▶ Data excerpts

☆ ☆ ☆ ☆

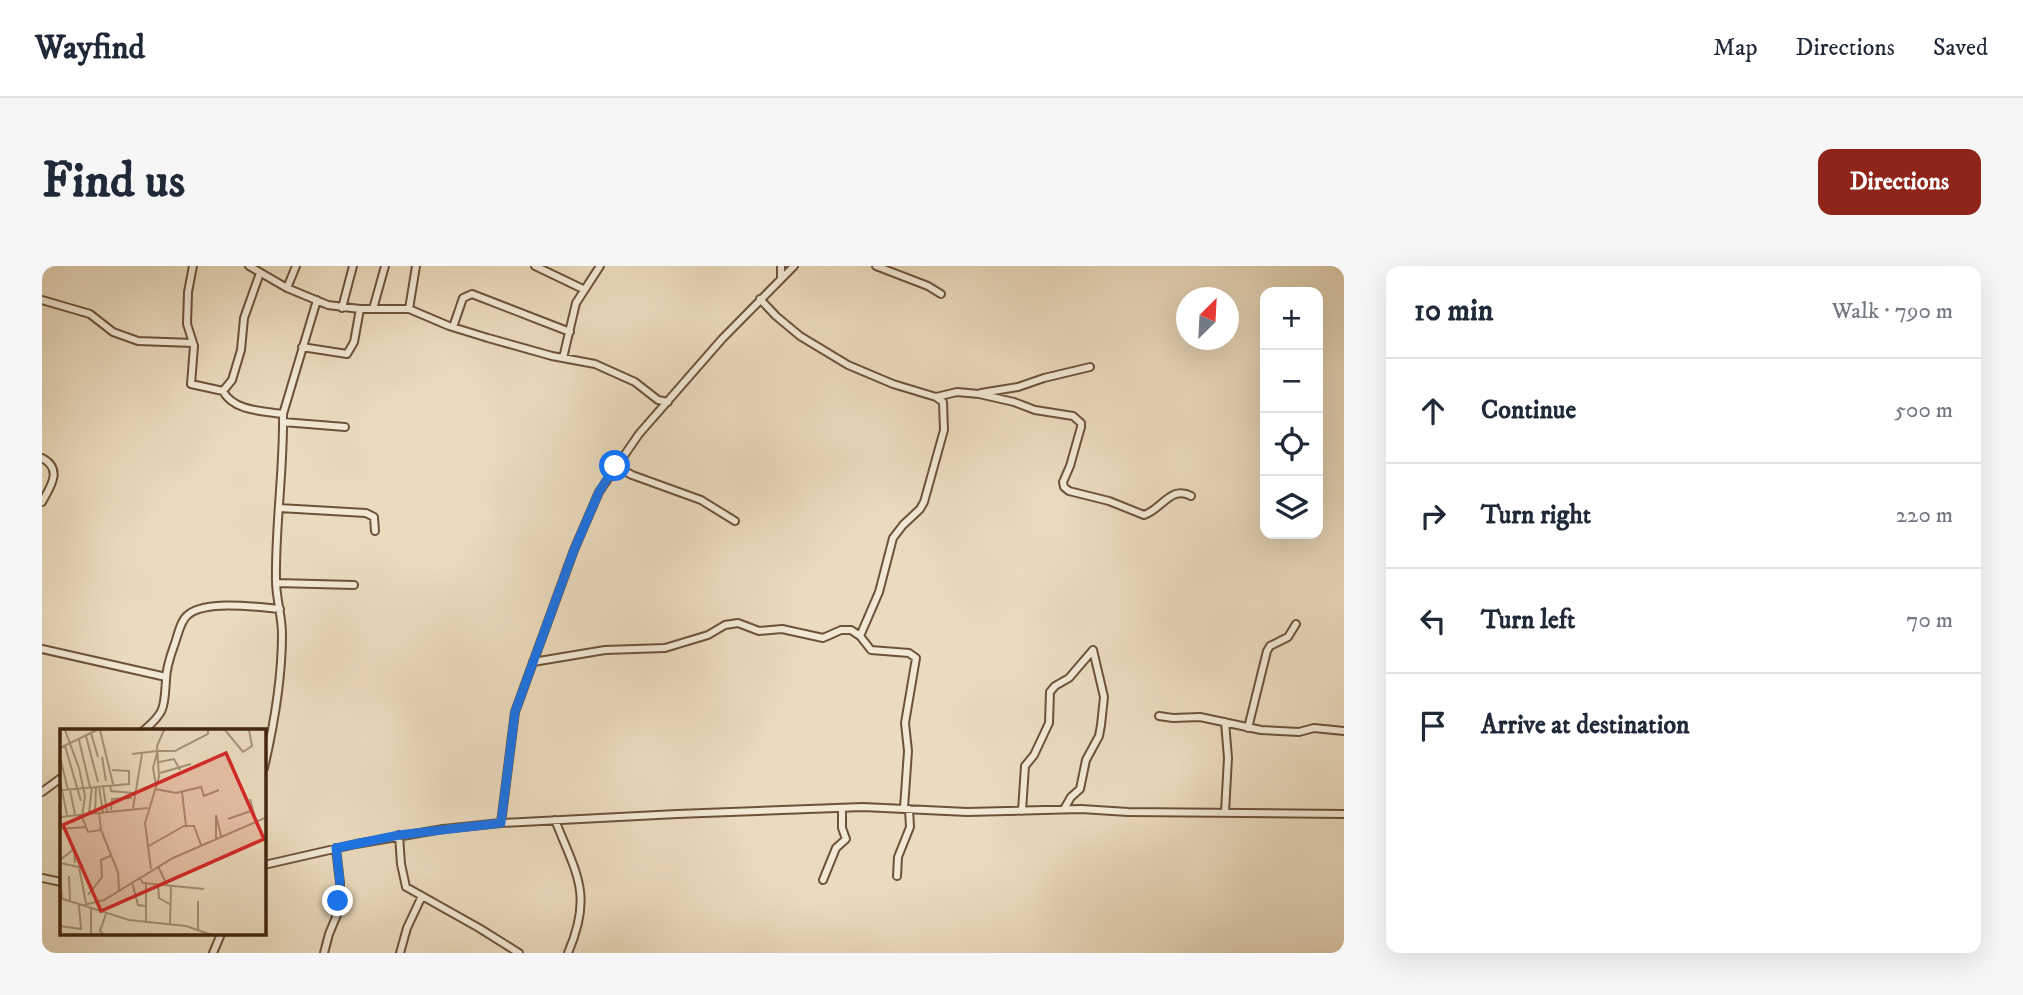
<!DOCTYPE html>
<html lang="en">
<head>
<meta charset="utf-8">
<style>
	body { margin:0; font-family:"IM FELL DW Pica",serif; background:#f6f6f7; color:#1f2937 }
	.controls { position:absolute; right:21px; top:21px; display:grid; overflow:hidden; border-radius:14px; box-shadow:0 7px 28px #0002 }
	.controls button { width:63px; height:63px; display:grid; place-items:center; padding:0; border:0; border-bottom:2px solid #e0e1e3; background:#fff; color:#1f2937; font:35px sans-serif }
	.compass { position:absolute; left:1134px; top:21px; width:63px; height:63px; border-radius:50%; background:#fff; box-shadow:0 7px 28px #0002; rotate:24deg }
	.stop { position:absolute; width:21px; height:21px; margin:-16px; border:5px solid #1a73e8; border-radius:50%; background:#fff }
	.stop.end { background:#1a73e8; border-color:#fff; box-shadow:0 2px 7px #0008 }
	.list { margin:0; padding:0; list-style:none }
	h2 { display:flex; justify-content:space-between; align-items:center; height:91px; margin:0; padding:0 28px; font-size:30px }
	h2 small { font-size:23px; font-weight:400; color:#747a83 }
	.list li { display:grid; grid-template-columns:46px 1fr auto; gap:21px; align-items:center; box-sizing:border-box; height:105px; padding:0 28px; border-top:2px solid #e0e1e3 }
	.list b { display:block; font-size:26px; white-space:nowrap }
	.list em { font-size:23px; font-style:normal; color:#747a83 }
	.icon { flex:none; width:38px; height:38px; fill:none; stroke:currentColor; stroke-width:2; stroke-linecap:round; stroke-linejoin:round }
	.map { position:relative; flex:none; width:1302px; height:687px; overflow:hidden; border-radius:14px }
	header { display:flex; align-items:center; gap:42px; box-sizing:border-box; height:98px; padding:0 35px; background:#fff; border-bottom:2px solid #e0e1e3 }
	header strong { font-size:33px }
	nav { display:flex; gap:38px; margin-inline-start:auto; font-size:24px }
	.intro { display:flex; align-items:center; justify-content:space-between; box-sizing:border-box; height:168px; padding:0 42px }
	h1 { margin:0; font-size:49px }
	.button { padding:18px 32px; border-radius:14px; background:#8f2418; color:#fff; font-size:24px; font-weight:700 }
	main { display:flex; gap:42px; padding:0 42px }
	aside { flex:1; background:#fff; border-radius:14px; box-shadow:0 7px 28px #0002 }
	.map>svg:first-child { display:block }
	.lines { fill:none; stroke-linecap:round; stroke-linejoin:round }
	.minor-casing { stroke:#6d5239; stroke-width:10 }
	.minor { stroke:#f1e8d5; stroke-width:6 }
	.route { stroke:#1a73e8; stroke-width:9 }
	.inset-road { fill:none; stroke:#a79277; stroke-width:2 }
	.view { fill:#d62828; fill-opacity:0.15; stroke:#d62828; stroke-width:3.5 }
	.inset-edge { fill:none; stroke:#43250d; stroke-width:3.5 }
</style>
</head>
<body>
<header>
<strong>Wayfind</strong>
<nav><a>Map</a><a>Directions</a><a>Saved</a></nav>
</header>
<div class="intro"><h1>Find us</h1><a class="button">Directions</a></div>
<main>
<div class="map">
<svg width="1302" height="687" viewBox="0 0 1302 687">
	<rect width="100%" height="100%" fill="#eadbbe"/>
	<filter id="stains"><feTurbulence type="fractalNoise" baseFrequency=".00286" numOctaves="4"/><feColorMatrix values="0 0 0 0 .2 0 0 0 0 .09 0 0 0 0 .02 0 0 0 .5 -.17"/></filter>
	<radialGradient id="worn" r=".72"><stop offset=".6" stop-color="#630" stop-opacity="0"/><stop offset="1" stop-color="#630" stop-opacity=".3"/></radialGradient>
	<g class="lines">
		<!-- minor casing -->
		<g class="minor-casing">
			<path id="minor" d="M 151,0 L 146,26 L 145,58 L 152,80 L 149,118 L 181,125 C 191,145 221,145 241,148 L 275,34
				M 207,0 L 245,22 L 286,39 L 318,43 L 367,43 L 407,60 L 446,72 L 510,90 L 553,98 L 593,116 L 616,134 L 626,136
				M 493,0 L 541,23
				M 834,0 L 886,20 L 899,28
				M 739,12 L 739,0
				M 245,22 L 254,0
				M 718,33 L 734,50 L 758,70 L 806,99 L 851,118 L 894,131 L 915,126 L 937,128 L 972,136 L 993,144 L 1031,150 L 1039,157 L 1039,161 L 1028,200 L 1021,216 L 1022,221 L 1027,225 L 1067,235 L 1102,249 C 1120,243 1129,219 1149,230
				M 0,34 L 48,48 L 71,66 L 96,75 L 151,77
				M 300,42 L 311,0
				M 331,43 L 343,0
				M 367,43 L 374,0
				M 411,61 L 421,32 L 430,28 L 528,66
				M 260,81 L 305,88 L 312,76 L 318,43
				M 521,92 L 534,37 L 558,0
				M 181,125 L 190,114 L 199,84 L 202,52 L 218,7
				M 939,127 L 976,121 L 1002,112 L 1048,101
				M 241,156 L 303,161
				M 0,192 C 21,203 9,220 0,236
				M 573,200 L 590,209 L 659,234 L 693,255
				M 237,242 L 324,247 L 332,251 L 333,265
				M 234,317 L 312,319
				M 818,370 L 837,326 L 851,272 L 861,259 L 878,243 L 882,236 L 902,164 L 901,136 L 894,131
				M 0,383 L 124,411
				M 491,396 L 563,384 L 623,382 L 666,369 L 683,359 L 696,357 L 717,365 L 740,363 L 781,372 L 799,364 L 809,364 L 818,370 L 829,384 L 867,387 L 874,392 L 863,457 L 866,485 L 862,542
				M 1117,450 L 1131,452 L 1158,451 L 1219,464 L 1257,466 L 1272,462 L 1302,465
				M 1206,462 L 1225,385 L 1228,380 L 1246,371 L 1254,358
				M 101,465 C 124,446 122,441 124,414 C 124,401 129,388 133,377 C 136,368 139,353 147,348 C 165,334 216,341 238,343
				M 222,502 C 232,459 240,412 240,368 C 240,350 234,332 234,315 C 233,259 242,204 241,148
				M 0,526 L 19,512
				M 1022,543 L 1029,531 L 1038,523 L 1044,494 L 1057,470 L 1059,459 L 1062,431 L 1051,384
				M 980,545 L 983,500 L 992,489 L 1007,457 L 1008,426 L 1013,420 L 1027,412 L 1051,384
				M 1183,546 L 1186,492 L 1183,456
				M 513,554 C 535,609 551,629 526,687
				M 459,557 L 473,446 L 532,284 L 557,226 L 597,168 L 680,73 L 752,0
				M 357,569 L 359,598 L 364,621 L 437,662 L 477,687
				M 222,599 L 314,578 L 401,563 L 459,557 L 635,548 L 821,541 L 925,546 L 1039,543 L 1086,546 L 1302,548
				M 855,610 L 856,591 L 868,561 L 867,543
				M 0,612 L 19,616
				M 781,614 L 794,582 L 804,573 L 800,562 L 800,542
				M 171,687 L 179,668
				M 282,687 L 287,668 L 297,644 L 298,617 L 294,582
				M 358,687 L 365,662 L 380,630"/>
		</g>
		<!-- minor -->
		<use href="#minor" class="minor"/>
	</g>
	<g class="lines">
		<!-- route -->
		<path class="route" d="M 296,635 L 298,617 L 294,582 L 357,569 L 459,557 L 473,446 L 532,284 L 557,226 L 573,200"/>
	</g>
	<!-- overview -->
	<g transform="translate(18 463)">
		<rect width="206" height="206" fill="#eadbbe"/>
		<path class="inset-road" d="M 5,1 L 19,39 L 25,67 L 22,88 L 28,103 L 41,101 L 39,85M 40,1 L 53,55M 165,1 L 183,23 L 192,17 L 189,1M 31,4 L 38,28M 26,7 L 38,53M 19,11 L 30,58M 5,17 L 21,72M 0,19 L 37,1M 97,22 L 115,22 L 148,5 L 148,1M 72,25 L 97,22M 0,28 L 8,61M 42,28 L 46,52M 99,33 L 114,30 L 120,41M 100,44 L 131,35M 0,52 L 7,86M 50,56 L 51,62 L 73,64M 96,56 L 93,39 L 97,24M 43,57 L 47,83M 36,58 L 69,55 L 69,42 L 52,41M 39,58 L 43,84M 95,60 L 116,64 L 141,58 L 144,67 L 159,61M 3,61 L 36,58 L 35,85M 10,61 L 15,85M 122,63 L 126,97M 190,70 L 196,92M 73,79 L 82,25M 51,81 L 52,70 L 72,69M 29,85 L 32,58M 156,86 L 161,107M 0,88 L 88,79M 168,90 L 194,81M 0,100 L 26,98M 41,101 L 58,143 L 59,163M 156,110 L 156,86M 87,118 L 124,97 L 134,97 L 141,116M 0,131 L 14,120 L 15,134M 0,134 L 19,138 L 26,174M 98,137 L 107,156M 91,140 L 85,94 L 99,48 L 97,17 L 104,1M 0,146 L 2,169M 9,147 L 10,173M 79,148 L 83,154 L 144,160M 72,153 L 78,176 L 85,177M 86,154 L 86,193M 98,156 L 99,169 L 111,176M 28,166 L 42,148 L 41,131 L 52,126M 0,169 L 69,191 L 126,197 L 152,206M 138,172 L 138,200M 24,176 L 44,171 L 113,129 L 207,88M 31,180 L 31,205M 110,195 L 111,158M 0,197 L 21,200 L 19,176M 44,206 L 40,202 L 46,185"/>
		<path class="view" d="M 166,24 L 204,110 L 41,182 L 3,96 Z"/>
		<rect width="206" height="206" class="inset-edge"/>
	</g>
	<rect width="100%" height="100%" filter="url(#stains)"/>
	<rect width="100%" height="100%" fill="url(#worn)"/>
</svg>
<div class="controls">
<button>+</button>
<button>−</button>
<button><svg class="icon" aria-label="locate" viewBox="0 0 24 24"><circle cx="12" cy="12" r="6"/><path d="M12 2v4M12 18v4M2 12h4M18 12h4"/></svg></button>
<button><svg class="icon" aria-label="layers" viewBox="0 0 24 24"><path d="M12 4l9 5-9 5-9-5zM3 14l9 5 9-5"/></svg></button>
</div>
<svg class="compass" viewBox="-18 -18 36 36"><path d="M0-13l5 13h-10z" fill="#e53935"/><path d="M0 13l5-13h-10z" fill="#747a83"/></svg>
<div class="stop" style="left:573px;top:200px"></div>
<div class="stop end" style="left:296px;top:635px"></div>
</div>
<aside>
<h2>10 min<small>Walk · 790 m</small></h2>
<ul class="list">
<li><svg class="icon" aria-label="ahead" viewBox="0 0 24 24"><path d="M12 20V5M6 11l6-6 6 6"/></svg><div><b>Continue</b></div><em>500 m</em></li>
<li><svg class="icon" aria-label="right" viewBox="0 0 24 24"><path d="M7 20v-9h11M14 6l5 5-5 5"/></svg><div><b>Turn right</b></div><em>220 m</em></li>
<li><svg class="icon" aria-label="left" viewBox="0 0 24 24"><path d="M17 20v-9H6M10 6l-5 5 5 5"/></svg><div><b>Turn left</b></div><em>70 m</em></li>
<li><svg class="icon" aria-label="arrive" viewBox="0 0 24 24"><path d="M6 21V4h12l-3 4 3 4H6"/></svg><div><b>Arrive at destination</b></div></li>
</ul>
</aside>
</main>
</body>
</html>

☆ ☆ ☆ ☆

▶ WORK INSTRUCTIONS
The lines to return are those in the entries above that include "linecap".

▶ EXPECTED ANSWER
	.icon { flex:none; width:38px; height:38px; fill:none; stroke:currentColor; stroke-width:2; stroke-linecap:round; stroke-linejoin:round }
	.lines { fill:none; stroke-linecap:round; stroke-linejoin:round }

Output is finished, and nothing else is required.